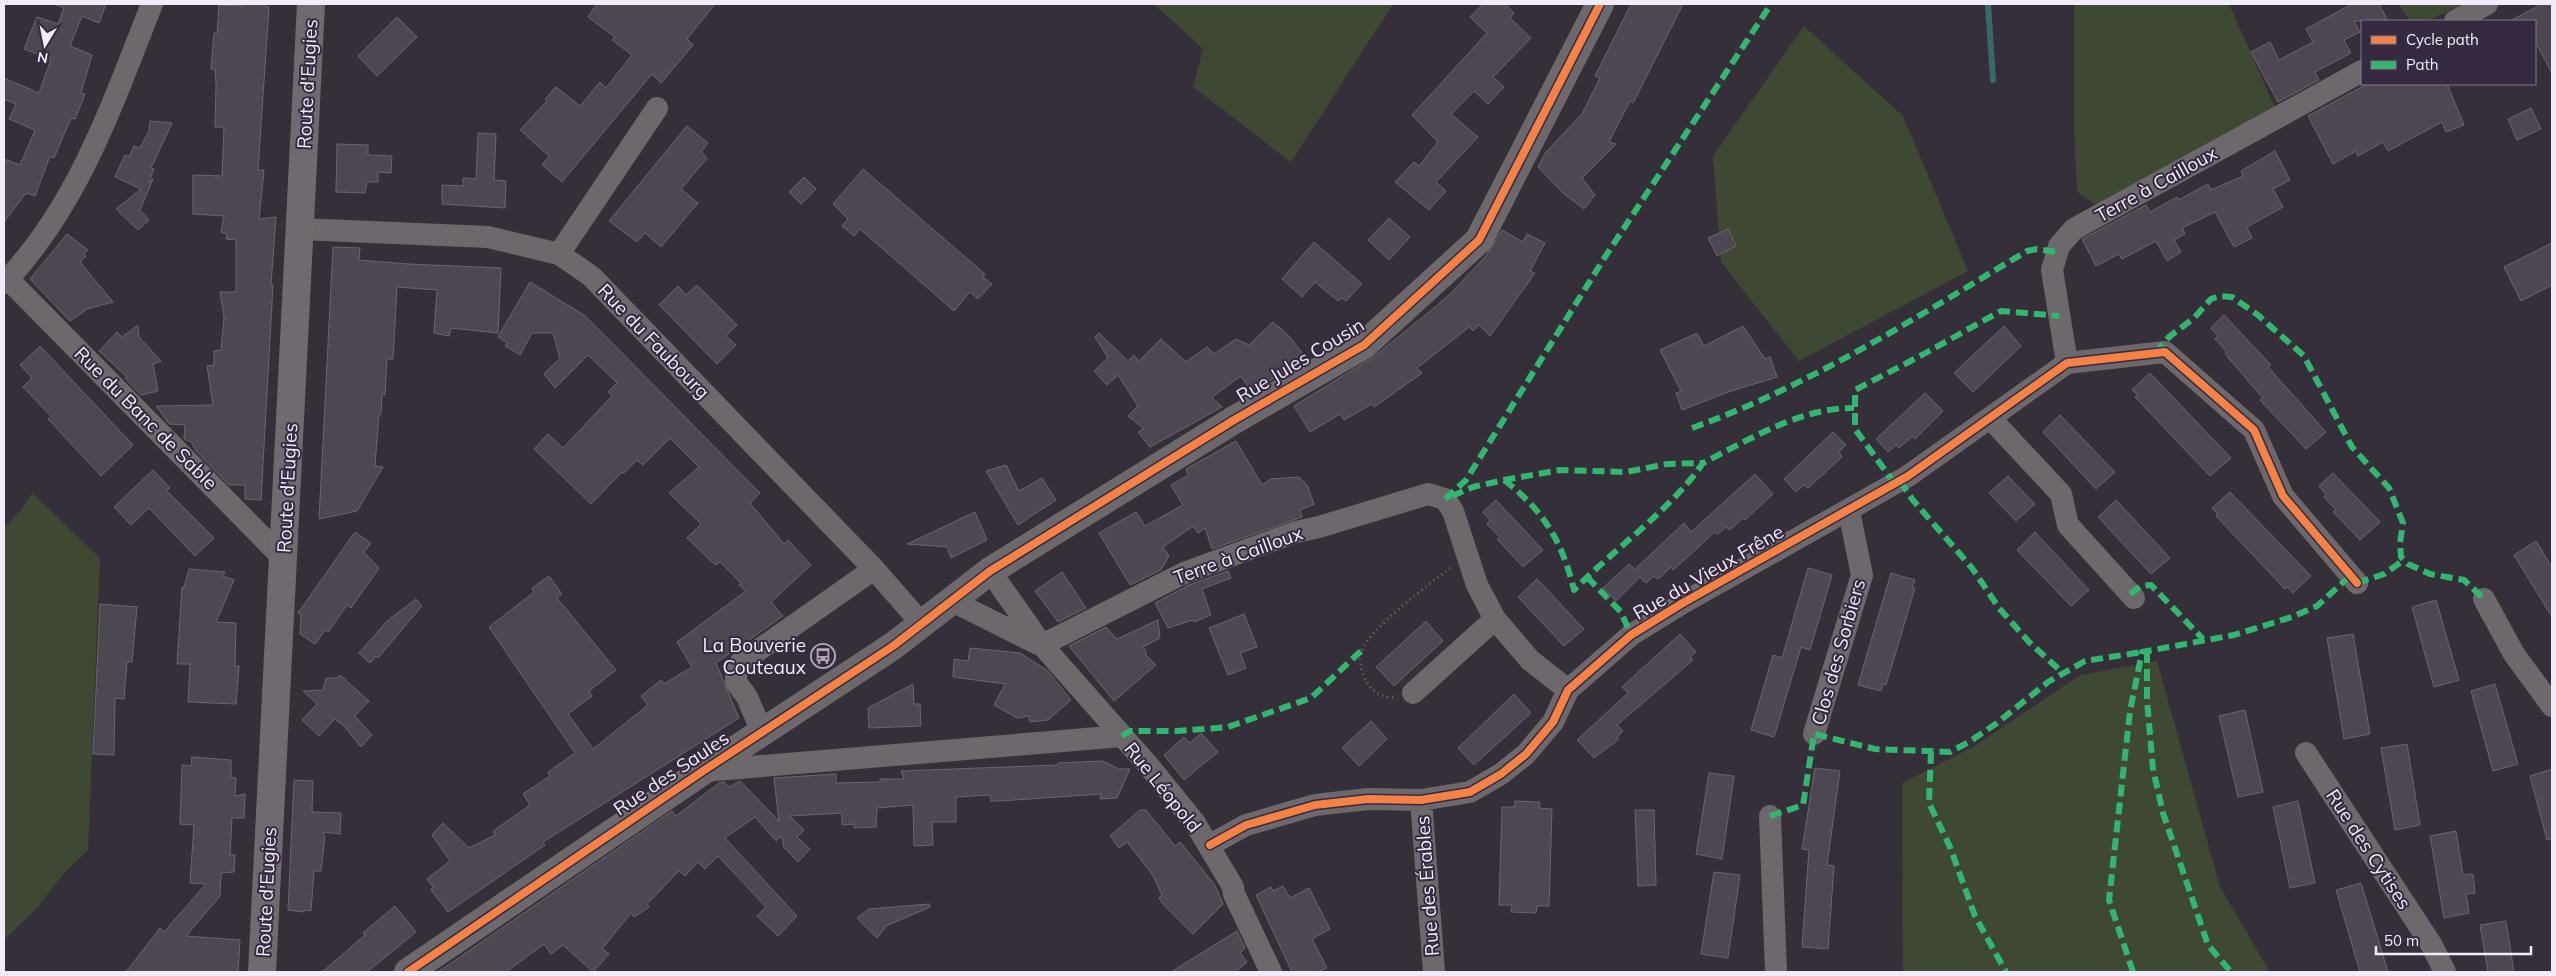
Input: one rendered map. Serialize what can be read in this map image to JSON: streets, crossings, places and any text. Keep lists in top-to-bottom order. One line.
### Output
{"streets":{"main road":["Route d'Eugies"],"street":["Terre à Cailloux","Rue du Faubourg","Rue Jules Cousin","Rue du Banc de Sable","Rue du Vieux Frêne","Clos des Sorbiers","Rue des Saules","Rue Léopold","Rue des Cytises","Rue des Érables"]},"crossings":[["Route d'Eugies","Rue du Faubourg"],["Route d'Eugies","Rue du Banc de Sable"],["Terre à Cailloux","Rue du Vieux Frêne"],["Terre à Cailloux","Rue Léopold"],["Rue du Faubourg","Rue des Saules"],["Rue Jules Cousin","Rue des Saules"],["Rue Jules Cousin","Rue Léopold"],["Rue du Vieux Frêne","Clos des Sorbiers"],["Rue du Vieux Frêne","Rue Léopold"],["Rue du Vieux Frêne","Rue des Érables"],["Rue des Saules","Rue Léopold"]],"places":{"bus stop":["La Bouverie Couteaux"]},"legend":["Cycle path","Path"],"scale_bar":"50 m","north":"bottom"}
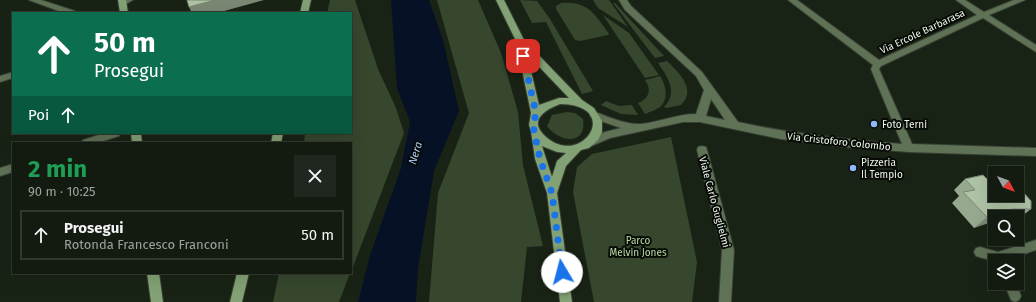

---------------

[Task description]: Only the text of the listing above is copied, exactly as written; its pictures are dropped.

[Solution for this exercise]:
Input: one rendered map. Serialize what can be read in this map image to JSON: streets, crossings, places and any text. Keep lists in top-to-bottom order. One line.
### Output
{"streets":{"main road":["Route d'Eugies"],"street":["Terre à Cailloux","Rue du Faubourg","Rue Jules Cousin","Rue du Banc de Sable","Rue du Vieux Frêne","Clos des Sorbiers","Rue des Saules","Rue Léopold","Rue des Cytises","Rue des Érables"]},"crossings":[["Route d'Eugies","Rue du Faubourg"],["Route d'Eugies","Rue du Banc de Sable"],["Terre à Cailloux","Rue du Vieux Frêne"],["Terre à Cailloux","Rue Léopold"],["Rue du Faubourg","Rue des Saules"],["Rue Jules Cousin","Rue des Saules"],["Rue Jules Cousin","Rue Léopold"],["Rue du Vieux Frêne","Clos des Sorbiers"],["Rue du Vieux Frêne","Rue Léopold"],["Rue du Vieux Frêne","Rue des Érables"],["Rue des Saules","Rue Léopold"]],"places":{"bus stop":["La Bouverie Couteaux"]},"legend":["Cycle path","Path"],"scale_bar":"50 m","north":"bottom"}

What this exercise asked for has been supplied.